== Provided material ==

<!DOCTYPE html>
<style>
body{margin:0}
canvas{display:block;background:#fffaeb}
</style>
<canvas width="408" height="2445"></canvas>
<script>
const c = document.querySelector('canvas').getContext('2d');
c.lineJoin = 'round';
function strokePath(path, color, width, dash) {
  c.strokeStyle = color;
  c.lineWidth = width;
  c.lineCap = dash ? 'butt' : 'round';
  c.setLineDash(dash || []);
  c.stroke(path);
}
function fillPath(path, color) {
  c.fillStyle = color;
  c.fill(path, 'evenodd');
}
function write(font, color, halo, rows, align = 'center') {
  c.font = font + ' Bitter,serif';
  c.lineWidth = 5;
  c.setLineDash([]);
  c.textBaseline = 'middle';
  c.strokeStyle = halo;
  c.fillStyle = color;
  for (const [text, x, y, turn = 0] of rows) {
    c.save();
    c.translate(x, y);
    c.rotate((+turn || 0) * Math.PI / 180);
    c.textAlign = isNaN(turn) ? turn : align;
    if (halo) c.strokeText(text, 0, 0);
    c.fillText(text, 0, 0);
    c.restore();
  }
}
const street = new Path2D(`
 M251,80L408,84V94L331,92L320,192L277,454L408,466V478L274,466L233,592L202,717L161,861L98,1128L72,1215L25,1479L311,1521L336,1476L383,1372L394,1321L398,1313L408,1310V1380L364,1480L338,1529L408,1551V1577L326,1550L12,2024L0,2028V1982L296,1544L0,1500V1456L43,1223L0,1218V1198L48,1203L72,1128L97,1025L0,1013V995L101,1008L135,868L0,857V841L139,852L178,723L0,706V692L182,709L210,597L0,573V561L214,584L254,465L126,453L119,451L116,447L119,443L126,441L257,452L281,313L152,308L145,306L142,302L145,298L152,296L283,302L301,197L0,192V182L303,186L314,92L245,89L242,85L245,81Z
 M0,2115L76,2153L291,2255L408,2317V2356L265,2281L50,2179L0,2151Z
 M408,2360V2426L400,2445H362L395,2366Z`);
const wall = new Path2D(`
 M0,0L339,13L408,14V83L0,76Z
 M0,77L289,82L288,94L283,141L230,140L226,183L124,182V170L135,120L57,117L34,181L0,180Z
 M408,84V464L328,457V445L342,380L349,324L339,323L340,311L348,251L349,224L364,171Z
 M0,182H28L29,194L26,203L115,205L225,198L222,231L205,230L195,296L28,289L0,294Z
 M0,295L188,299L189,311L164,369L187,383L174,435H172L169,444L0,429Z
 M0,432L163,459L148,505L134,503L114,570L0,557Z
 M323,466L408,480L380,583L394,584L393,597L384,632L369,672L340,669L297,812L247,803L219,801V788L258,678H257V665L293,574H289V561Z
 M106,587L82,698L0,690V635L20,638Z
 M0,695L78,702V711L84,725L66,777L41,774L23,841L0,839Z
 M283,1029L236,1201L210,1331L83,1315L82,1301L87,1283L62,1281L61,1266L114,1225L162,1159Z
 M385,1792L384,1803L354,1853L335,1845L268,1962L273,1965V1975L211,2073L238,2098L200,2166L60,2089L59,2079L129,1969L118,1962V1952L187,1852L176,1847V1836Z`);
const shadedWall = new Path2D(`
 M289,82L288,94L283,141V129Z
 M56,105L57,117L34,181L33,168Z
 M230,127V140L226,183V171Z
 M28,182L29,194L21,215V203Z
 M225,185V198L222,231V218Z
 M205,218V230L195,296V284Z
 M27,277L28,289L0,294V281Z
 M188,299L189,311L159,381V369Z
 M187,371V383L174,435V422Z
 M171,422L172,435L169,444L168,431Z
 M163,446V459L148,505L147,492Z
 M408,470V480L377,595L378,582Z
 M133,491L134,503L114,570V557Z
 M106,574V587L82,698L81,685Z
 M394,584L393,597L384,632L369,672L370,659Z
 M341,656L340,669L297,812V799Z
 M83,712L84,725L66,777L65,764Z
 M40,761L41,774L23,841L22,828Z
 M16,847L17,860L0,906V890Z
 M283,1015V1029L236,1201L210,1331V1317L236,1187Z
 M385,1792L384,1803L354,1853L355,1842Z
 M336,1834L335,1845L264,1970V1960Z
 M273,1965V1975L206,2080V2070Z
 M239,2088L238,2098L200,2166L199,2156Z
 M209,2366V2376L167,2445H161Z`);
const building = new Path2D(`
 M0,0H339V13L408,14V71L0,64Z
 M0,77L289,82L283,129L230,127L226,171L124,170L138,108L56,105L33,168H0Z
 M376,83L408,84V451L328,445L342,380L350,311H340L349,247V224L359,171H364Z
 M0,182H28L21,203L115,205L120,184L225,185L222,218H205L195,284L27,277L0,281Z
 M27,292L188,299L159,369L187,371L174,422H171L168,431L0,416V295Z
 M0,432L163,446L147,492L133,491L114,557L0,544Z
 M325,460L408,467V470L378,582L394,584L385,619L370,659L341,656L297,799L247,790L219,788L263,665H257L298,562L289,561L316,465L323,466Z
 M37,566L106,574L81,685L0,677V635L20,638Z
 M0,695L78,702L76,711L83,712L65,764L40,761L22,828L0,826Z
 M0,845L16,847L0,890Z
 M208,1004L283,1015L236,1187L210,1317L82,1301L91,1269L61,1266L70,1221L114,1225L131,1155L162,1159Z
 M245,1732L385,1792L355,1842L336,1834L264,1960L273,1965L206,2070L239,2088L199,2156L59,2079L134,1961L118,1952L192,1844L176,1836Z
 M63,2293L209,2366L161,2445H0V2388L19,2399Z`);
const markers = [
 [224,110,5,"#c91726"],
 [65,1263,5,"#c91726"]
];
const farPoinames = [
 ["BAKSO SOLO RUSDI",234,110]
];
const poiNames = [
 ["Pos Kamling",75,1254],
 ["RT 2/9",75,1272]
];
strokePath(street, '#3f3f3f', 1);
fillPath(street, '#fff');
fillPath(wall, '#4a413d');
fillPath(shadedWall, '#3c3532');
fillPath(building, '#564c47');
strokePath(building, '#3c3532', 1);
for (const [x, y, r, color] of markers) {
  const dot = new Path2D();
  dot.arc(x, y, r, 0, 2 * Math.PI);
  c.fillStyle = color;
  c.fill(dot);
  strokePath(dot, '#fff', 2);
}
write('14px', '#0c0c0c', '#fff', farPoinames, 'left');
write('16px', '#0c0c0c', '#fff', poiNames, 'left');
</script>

===

◆ Aim of the task ◆
From the material above, report how many lines contain the word "align", giving only the number.

◆ Answer space ◆
2